== ASSIGNED TASK ==
Nothing but the exact lines from the one containing "Map reading. Convert" through the last line of the records below belongs in your answer.

== MATERIALS PROVIDED ==
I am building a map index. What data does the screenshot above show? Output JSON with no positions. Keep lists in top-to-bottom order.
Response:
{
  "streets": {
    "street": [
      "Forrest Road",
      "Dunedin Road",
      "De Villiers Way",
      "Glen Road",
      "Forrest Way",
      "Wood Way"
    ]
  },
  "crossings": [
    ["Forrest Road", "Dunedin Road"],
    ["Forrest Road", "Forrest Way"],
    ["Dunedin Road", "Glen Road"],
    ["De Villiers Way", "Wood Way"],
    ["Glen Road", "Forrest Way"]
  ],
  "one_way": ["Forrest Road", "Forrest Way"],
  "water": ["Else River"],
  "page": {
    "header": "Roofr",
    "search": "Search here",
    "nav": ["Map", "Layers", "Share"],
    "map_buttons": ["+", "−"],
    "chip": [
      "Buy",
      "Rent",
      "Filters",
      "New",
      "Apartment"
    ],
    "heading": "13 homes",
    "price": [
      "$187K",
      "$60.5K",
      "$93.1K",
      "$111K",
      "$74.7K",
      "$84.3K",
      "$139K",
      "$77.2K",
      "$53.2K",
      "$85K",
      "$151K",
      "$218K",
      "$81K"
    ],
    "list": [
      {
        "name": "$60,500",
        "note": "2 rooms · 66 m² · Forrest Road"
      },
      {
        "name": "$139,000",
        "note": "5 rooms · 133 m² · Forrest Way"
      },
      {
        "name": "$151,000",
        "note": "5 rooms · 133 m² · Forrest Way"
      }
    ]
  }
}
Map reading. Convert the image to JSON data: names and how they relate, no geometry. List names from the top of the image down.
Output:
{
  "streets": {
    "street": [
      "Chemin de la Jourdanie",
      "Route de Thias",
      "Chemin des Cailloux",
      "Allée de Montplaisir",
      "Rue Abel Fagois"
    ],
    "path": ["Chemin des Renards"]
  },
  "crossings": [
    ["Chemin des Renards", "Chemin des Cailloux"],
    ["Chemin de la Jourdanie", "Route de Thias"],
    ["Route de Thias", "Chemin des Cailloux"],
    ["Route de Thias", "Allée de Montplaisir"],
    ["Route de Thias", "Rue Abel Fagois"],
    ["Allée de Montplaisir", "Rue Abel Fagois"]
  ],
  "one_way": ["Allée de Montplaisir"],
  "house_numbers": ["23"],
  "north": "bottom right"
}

== RESULT BELOW ==
Map reading. Convert the image to JSON data: names and how they relate, no geometry. List names from the top of the image down.
Output:
{
  "streets": {
    "street": [
      "Chemin de la Jourdanie",
      "Route de Thias",
      "Chemin des Cailloux",
      "Allée de Montplaisir",
      "Rue Abel Fagois"
    ],
    "path": ["Chemin des Renards"]
  },
  "crossings": [
    ["Chemin des Renards", "Chemin des Cailloux"],
    ["Chemin de la Jourdanie", "Route de Thias"],
    ["Route de Thias", "Chemin des Cailloux"],
    ["Route de Thias", "Allée de Montplaisir"],
    ["Route de Thias", "Rue Abel Fagois"],
    ["Allée de Montplaisir", "Rue Abel Fagois"]
  ],
  "one_way": ["Allée de Montplaisir"],
  "house_numbers": ["23"],
  "north": "bottom right"
}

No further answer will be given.